Steve Pettifer's break-up letter: Dear Publisher...

Pettifer: with a break-up letter to the journal
Steve Pettifer, from the School of Computer Science at the University of Manchester, offered a break-up letter to the journal for the audience of Ignore Your Authors at Your Peril seminar today. Pettifer believes that there's a simple equation for his career:

Ability to do science = funding x cleverness

Likelihood of funding =
(previous ideas x prestige) + new idea

Is it about ego? Possibly. This is where scholarly communications come in. As an academic and researcher he has to convince funders that he is a good person to take an idea forward that will help change the world. When he started as a researcher, it was the end of the old style of publishing, a time when it felt weird when things started to go online.

The challenge now is that researchers operate in a landscape of goodness or importance and managing the transition from one to another without dropping your research status is tough. Every now and again, something comes along that changes the environment, that enables them to get to their goal. Open access might just be that disruptive force (for publishers) that works (for researchers).

So what are the things that publishers tell him that they do for him?
  • peer review
  • copyediting
  • typesetting
  • visibility
  • legal support.
Yet for each of these valuable services, there are poor examples that undermine the statement. A recent study into peer review demonstrated that only one third agreed on the science with one third signal to two thirds noise. That is itself not a bad thing, but it's not compelling evidence of the value and efficacy of peer review for the scientific record. (Source: Peer Review: Welch, Ivo. 12 October 2012 Referree Recommendations, Social Science Research)

Pettifer quoted Kent Anderson from a recent post on Scholarly Kitchen that asked how science can maintain integrity if papers are buried in 'mega journals' and don't have full peer review? In reality, Pettifer says, he has never cited a paper because of its peer reviewed status. He then went on to mention Alan Singleton in a recent Learned Publishing article. In it, Singleton had paraphrased feedback during peer review, as the essence of its definition. It was something along the lines of: 'the methods are OK, I don't agree with the result, so it should be published for others to repeat or test the experiment.'

Pettifer went on to discuss copyediting: it's not always great, there are numerous examples available of poor grammar in headings from great and good publications. There are some fundamental errors that are made in typesetting, for example, the confusion of German ß rather than β. These things stand out and undermine claims of a valuable, quality service to authors.

He asked publishers to be clear about the relationship between them both. Understand that sometimes it is almost impossible for authors to comply with even the most basic requirements (with ebooks or epapers, it is impossible to comply with making only one copy, as soon as you download, your devices will sync).
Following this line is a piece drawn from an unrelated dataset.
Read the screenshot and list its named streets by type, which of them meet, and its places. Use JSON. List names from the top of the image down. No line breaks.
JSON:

He asked publishers to embrace new things. He called for them to move on from the journal impact factor. Many think it is rubbish. And there are lots of other exciting things coming along that are great measures for a researcher including: Impact Story, DataONE, figshare, Altmetric, ORCID, using DOI, and Dryad, that aim to make papers more readable.
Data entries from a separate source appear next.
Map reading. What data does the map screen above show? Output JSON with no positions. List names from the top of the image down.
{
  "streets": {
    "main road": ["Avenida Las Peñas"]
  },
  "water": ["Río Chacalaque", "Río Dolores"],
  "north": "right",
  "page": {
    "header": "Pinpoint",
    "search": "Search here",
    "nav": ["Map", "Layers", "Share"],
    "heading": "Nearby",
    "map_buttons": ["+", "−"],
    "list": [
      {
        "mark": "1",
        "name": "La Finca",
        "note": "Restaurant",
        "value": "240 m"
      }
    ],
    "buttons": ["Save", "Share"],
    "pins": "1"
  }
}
He also stated that the object of record is for machines. While he is nerdy, and it matters a lot to him, it is not for humans. Make it available for machines to reference and search.
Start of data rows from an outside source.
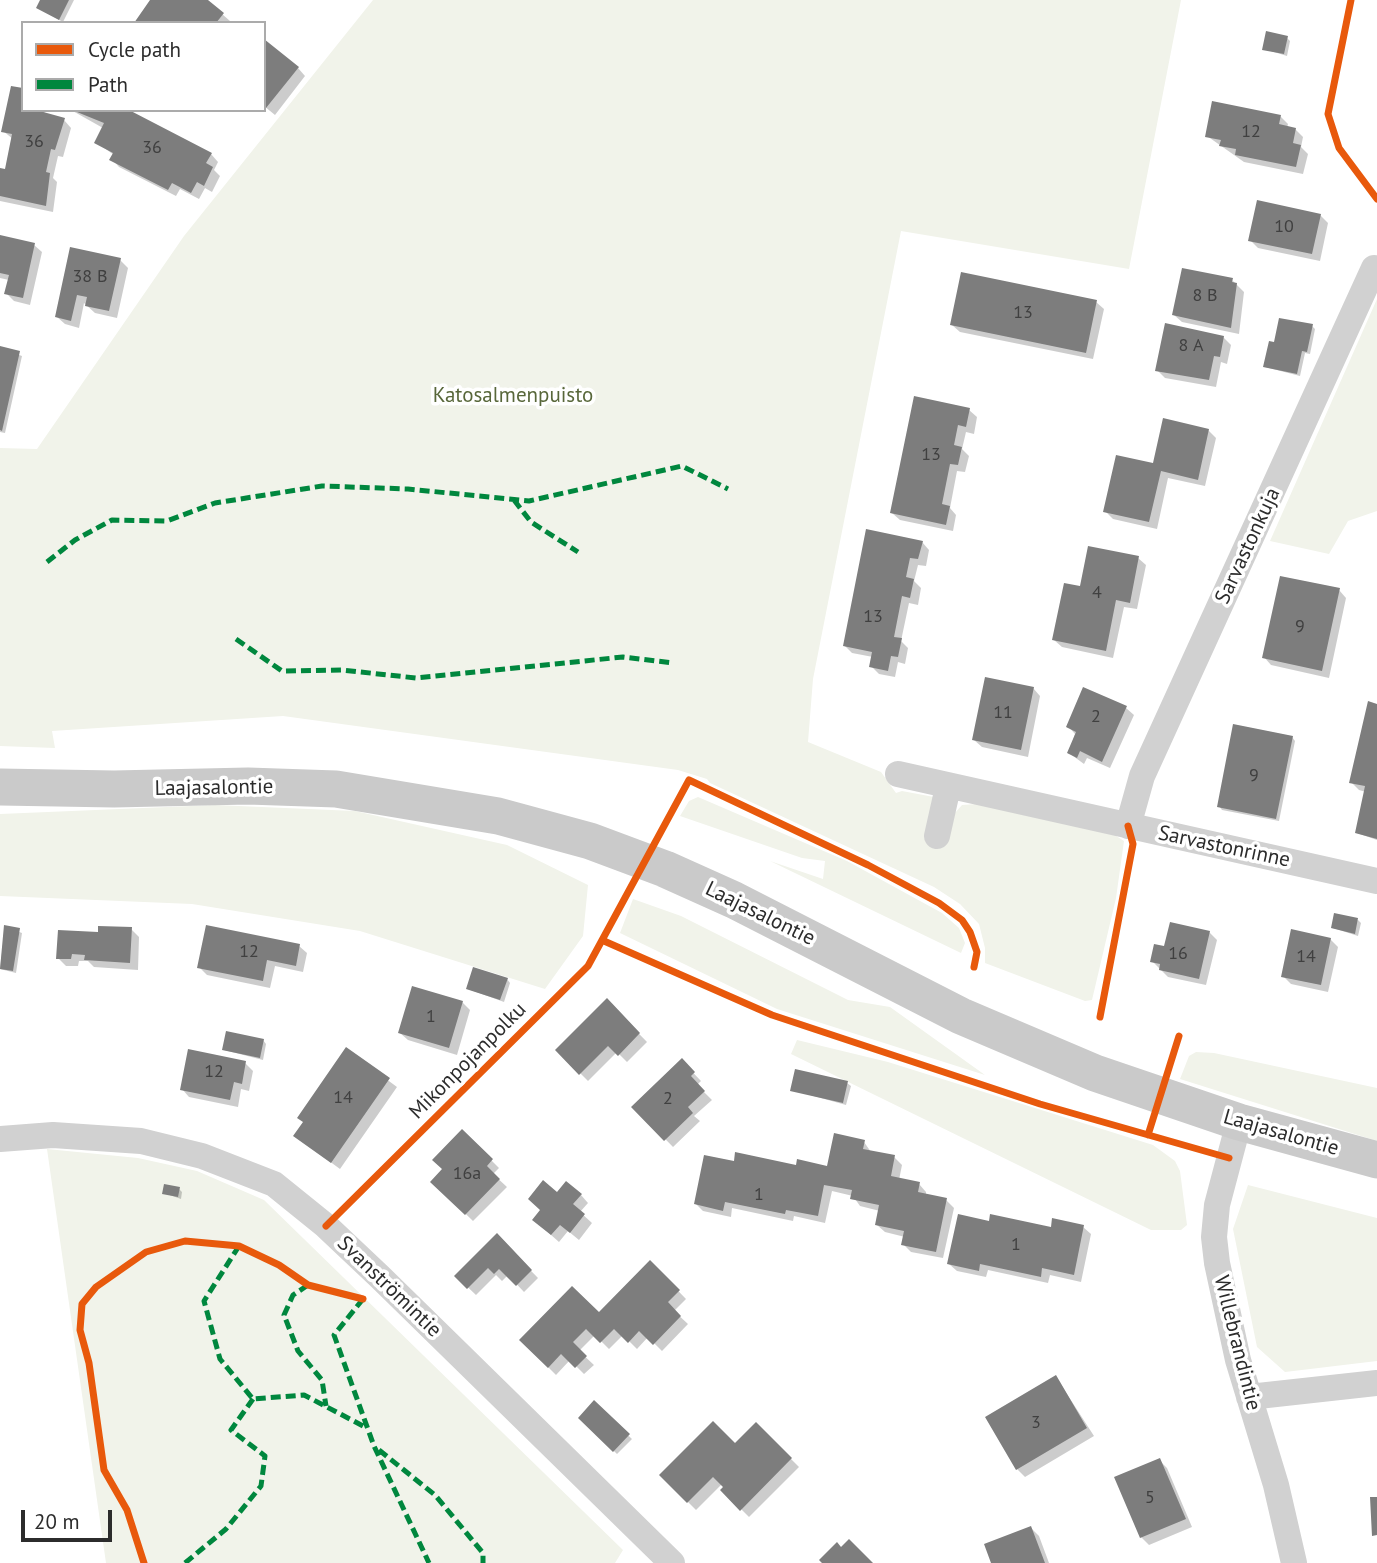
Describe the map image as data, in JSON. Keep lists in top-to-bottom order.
{
  "streets": {
    "main road": ["Laajasalontie"],
    "street": [
      "Sarvastonkuja",
      "Sarvastonrinne",
      "Svanströmintie",
      "Willebrandintie"
    ],
    "cycle path": ["Mikonpojanpolku"]
  },
  "crossings": [
    ["Sarvastonkuja", "Sarvastonrinne"],
    ["Laajasalontie", "Willebrandintie"]
  ],
  "parks": ["Katosalmenpuisto"],
  "house_numbers": [
    "12",
    "36",
    "36",
    "10",
    "38 B",
    "8 B",
    "13",
    "8 A",
    "13",
    "4",
    "13",
    "9",
    "11",
    "2",
    "9",
    "12",
    "16",
    "14",
    "1",
    "12",
    "14",
    "2",
    "16a",
    "1",
    "1",
    "3",
    "5"
  ],
  "legend": ["Cycle path", "Path"],
  "scale_bar": "20 m"
}
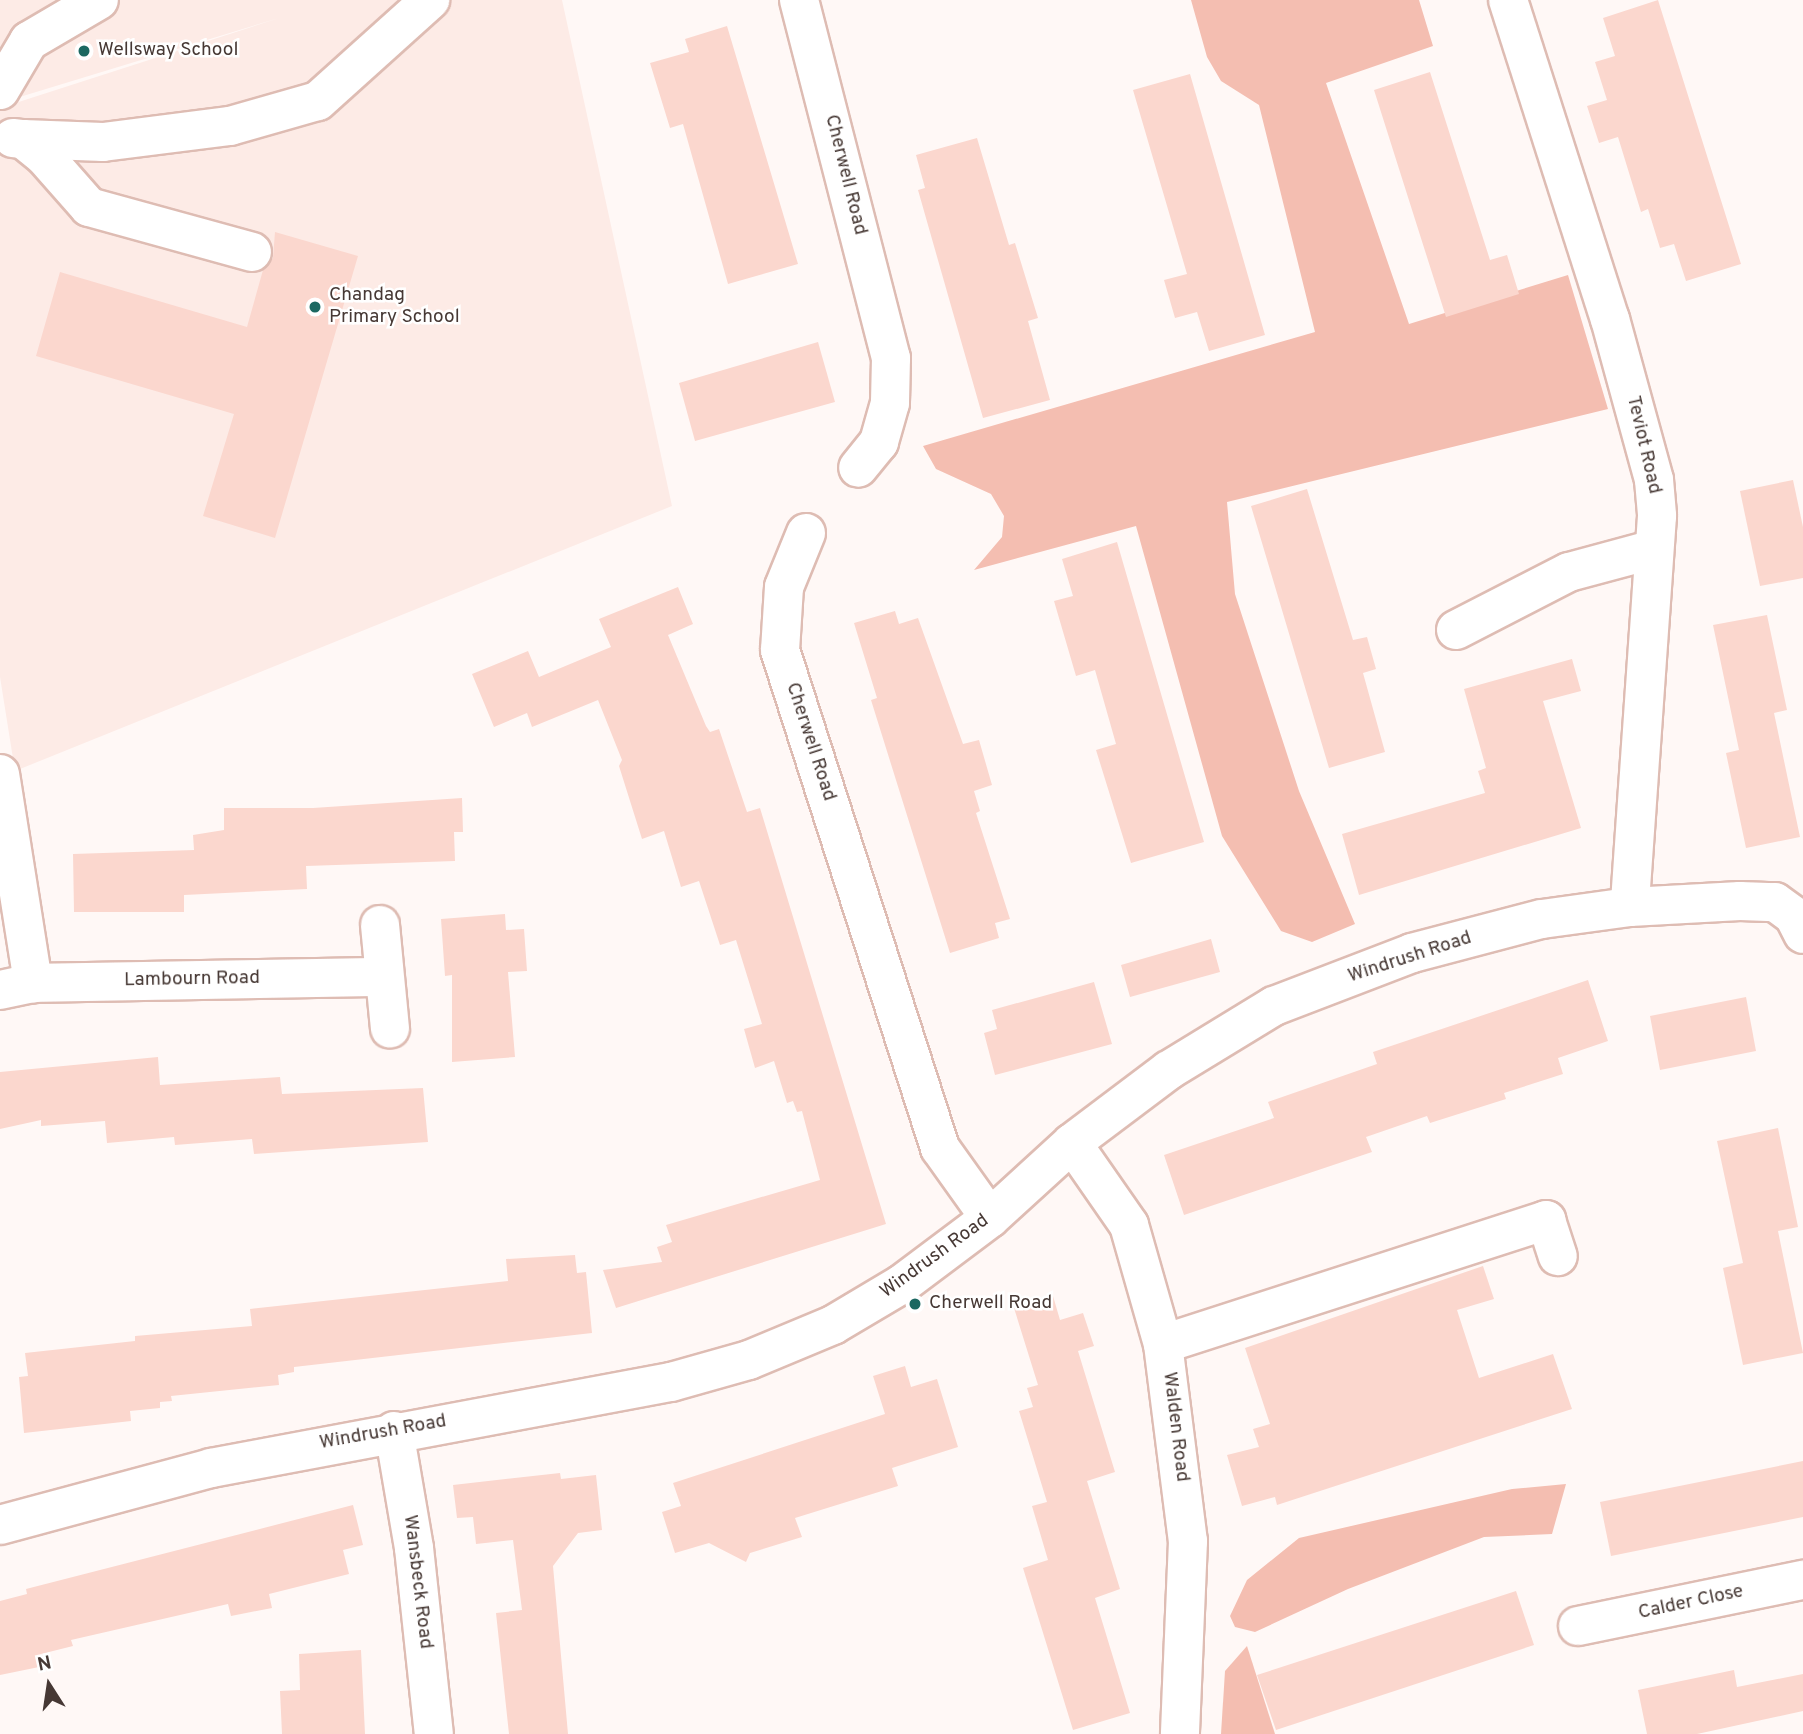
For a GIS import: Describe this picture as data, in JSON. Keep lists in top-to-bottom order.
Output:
{
  "streets": {
    "street": [
      "Cherwell Road",
      "Teviot Road",
      "Windrush Road",
      "Lambourn Road",
      "Walden Road",
      "Wansbeck Road",
      "Calder Close"
    ]
  },
  "crossings": [
    ["Cherwell Road", "Windrush Road"],
    ["Teviot Road", "Windrush Road"],
    ["Windrush Road", "Walden Road"],
    ["Windrush Road", "Wansbeck Road"]
  ],
  "places": ["Wellsway School", "Chandag Primary School", "Cherwell Road"],
  "north": "top"
}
Pettifer wants publishers to recognise he is an individual and author, reader, editor and reviewer. Help him communicate his work, and help him to make his work better. He believes that BioMedCentral has not moved on much; PLOS is still quite traditional; eLife is too, but is aiming for higher quality. PeerJ is exciting, and arXiv - while just a way to put pre-published papers online - works for physicists. PeerJ and eLife have set the bar high in technology (readability and downloadable objects) with a combination of good technology and presentation.

What do all publishers need to do? Make publishing a service, not an ordeal.